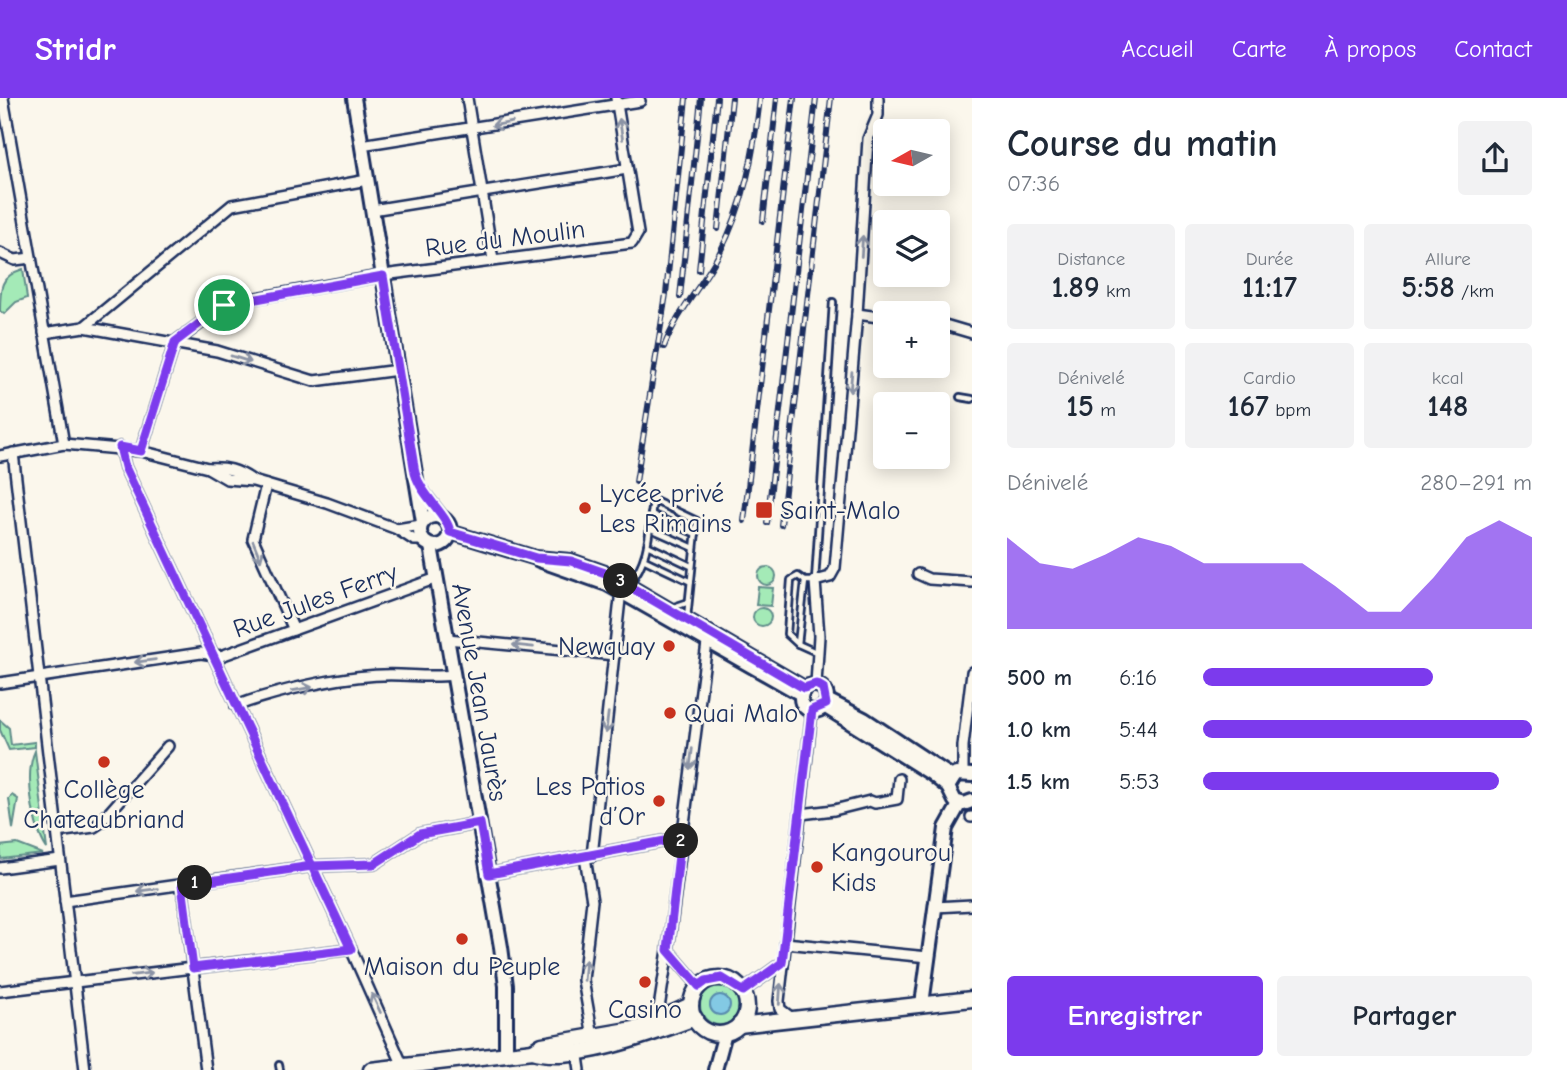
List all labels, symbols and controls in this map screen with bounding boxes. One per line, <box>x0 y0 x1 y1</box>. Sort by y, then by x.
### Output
text: Stridr <box>35 30 116 68</box>
text: Accueil <box>1122 35 1194 63</box>
text: Carte <box>1232 35 1287 63</box>
text: À propos <box>1325 35 1416 63</box>
text: Contact <box>1454 35 1532 63</box>
one-way arrow <box>491 118 514 131</box>
one-way arrow <box>614 118 627 141</box>
north arrow <box>873 119 950 196</box>
map controls <box>873 119 950 469</box>
button: share <box>1458 121 1532 195</box>
text: Course du matin <box>1007 122 1278 166</box>
text: 07:36 <box>1007 170 1060 197</box>
button: layers <box>873 210 950 287</box>
street label: Rue du Moulin <box>423 214 587 264</box>
one-way arrow <box>855 235 868 258</box>
text: Distance <box>1057 248 1125 270</box>
text: Durée <box>1246 248 1293 270</box>
text: Allure <box>1425 248 1471 270</box>
text: 1.89 <box>1051 270 1100 305</box>
text: 11:17 <box>1242 270 1297 305</box>
text: 5:58 <box>1401 270 1455 305</box>
pin <box>194 275 254 335</box>
text: km <box>1100 280 1131 302</box>
text: /km <box>1455 280 1494 302</box>
icon: arrive <box>205 286 243 324</box>
button: + <box>873 301 950 378</box>
one-way arrow <box>230 353 252 366</box>
text: Dénivelé <box>1058 367 1125 389</box>
text: Cardio <box>1243 367 1296 389</box>
text: kcal <box>1432 367 1464 389</box>
one-way arrow <box>844 371 857 393</box>
text: 15 <box>1066 389 1094 424</box>
text: 167 <box>1228 389 1269 424</box>
text: 148 <box>1427 389 1468 424</box>
button: − <box>873 392 950 469</box>
text: m <box>1094 399 1116 421</box>
text: bpm <box>1269 399 1311 421</box>
text: Dénivelé <box>1007 469 1088 496</box>
text: 280–291 m <box>1420 469 1532 496</box>
place label: Lycée privé Les Rimains <box>599 479 732 539</box>
place label: Saint-Malo <box>780 496 901 526</box>
marker: Lycée privé Les Rimains <box>577 500 593 516</box>
marker: Saint-Malo <box>754 500 774 520</box>
one-way arrow <box>252 539 265 561</box>
street label: Rue Jules Ferry <box>229 557 402 645</box>
pin: 3 <box>604 564 638 598</box>
text: 3 <box>616 569 625 591</box>
street label: Avenue Jean Jaurès <box>445 581 513 804</box>
place label: Newquay <box>558 632 655 662</box>
marker: Newquay <box>661 638 677 654</box>
one-way arrow <box>512 640 535 653</box>
one-way arrow <box>134 655 157 668</box>
text: 500 m <box>1007 664 1072 691</box>
text: 6:16 <box>1119 664 1157 691</box>
one-way arrow <box>290 681 313 695</box>
place label: Quai Malo <box>684 699 798 729</box>
marker: Quai Malo <box>662 705 678 721</box>
one-way arrow <box>601 711 614 734</box>
text: 1.0 km <box>1007 716 1071 743</box>
text: 5:44 <box>1119 716 1158 743</box>
one-way arrow <box>684 747 697 770</box>
marker: Collège Chateaubriand <box>96 754 112 770</box>
text: 1.5 km <box>1007 768 1070 795</box>
text: 5:53 <box>1119 768 1160 795</box>
place label: Les Patios d’Or <box>535 772 646 832</box>
place label: Collège Chateaubriand <box>23 775 185 835</box>
marker: Les Patios d’Or <box>651 793 667 809</box>
pin: 2 <box>664 824 698 858</box>
text: 2 <box>676 829 685 851</box>
place label: Kangourou Kids <box>831 838 951 898</box>
marker: Kangourou Kids <box>809 859 825 875</box>
pin: 1 <box>178 866 212 900</box>
text: 1 <box>191 871 198 893</box>
one-way arrow <box>136 884 159 897</box>
marker: Maison du Peuple <box>454 931 470 947</box>
place label: Maison du Peuple <box>364 952 560 982</box>
one-way arrow <box>579 959 592 982</box>
one-way arrow <box>131 967 153 980</box>
marker: Casino <box>637 974 653 990</box>
button: Enregistrer <box>1007 976 1263 1056</box>
button: Partager <box>1277 976 1532 1056</box>
one-way arrow <box>774 983 787 1006</box>
one-way arrow <box>369 993 383 1014</box>
place label: Casino <box>608 995 682 1025</box>

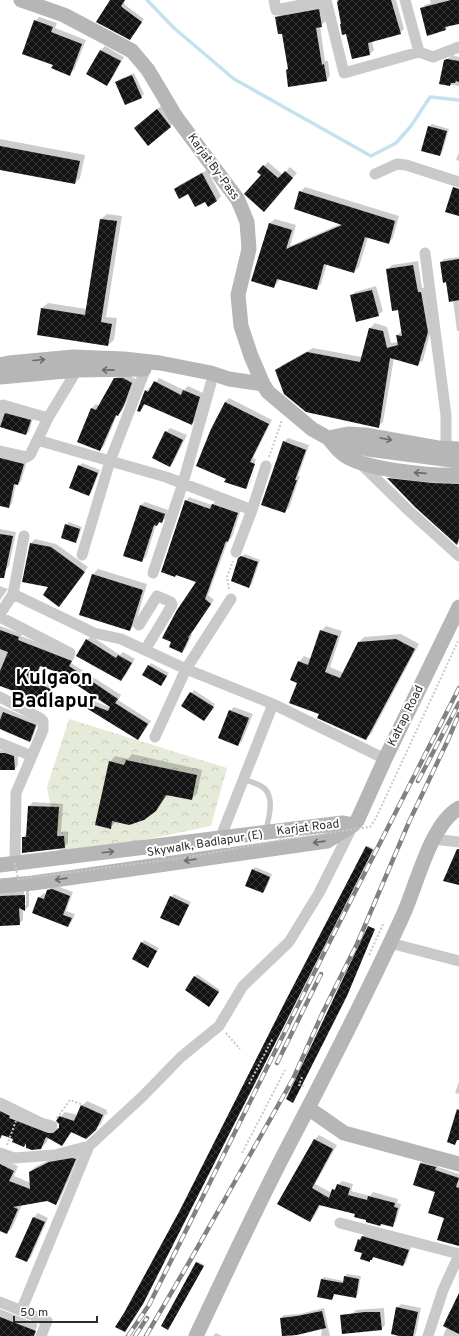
-=-=-
YOUR TASK:
What is needed is a word-for-word copy of the data above, free of any images.

SOLUTION:
List all labels, symbols and controls in this map screen with bounding boxes. One per line, <box>x0 y0 x1 y1</box>. Sort by y, then by x.
### Output
text: Stridr <box>35 30 116 68</box>
text: Accueil <box>1122 35 1194 63</box>
text: Carte <box>1232 35 1287 63</box>
text: À propos <box>1325 35 1416 63</box>
text: Contact <box>1454 35 1532 63</box>
one-way arrow <box>491 118 514 131</box>
one-way arrow <box>614 118 627 141</box>
north arrow <box>873 119 950 196</box>
map controls <box>873 119 950 469</box>
button: share <box>1458 121 1532 195</box>
text: Course du matin <box>1007 122 1278 166</box>
text: 07:36 <box>1007 170 1060 197</box>
button: layers <box>873 210 950 287</box>
street label: Rue du Moulin <box>423 214 587 264</box>
one-way arrow <box>855 235 868 258</box>
text: Distance <box>1057 248 1125 270</box>
text: Durée <box>1246 248 1293 270</box>
text: Allure <box>1425 248 1471 270</box>
text: 1.89 <box>1051 270 1100 305</box>
text: 11:17 <box>1242 270 1297 305</box>
text: 5:58 <box>1401 270 1455 305</box>
pin <box>194 275 254 335</box>
text: km <box>1100 280 1131 302</box>
text: /km <box>1455 280 1494 302</box>
icon: arrive <box>205 286 243 324</box>
button: + <box>873 301 950 378</box>
one-way arrow <box>230 353 252 366</box>
text: Dénivelé <box>1058 367 1125 389</box>
text: Cardio <box>1243 367 1296 389</box>
text: kcal <box>1432 367 1464 389</box>
one-way arrow <box>844 371 857 393</box>
text: 15 <box>1066 389 1094 424</box>
text: 167 <box>1228 389 1269 424</box>
text: 148 <box>1427 389 1468 424</box>
button: − <box>873 392 950 469</box>
text: m <box>1094 399 1116 421</box>
text: bpm <box>1269 399 1311 421</box>
text: Dénivelé <box>1007 469 1088 496</box>
text: 280–291 m <box>1420 469 1532 496</box>
place label: Lycée privé Les Rimains <box>599 479 732 539</box>
place label: Saint-Malo <box>780 496 901 526</box>
marker: Lycée privé Les Rimains <box>577 500 593 516</box>
marker: Saint-Malo <box>754 500 774 520</box>
one-way arrow <box>252 539 265 561</box>
street label: Rue Jules Ferry <box>229 557 402 645</box>
pin: 3 <box>604 564 638 598</box>
text: 3 <box>616 569 625 591</box>
street label: Avenue Jean Jaurès <box>445 581 513 804</box>
place label: Newquay <box>558 632 655 662</box>
marker: Newquay <box>661 638 677 654</box>
one-way arrow <box>512 640 535 653</box>
one-way arrow <box>134 655 157 668</box>
text: 500 m <box>1007 664 1072 691</box>
text: 6:16 <box>1119 664 1157 691</box>
one-way arrow <box>290 681 313 695</box>
place label: Quai Malo <box>684 699 798 729</box>
marker: Quai Malo <box>662 705 678 721</box>
one-way arrow <box>601 711 614 734</box>
text: 1.0 km <box>1007 716 1071 743</box>
text: 5:44 <box>1119 716 1158 743</box>
one-way arrow <box>684 747 697 770</box>
marker: Collège Chateaubriand <box>96 754 112 770</box>
text: 1.5 km <box>1007 768 1070 795</box>
text: 5:53 <box>1119 768 1160 795</box>
place label: Les Patios d’Or <box>535 772 646 832</box>
place label: Collège Chateaubriand <box>23 775 185 835</box>
marker: Les Patios d’Or <box>651 793 667 809</box>
pin: 2 <box>664 824 698 858</box>
text: 2 <box>676 829 685 851</box>
place label: Kangourou Kids <box>831 838 951 898</box>
marker: Kangourou Kids <box>809 859 825 875</box>
pin: 1 <box>178 866 212 900</box>
text: 1 <box>191 871 198 893</box>
one-way arrow <box>136 884 159 897</box>
marker: Maison du Peuple <box>454 931 470 947</box>
place label: Maison du Peuple <box>364 952 560 982</box>
one-way arrow <box>579 959 592 982</box>
one-way arrow <box>131 967 153 980</box>
marker: Casino <box>637 974 653 990</box>
button: Enregistrer <box>1007 976 1263 1056</box>
button: Partager <box>1277 976 1532 1056</box>
one-way arrow <box>774 983 787 1006</box>
one-way arrow <box>369 993 383 1014</box>
place label: Casino <box>608 995 682 1025</box>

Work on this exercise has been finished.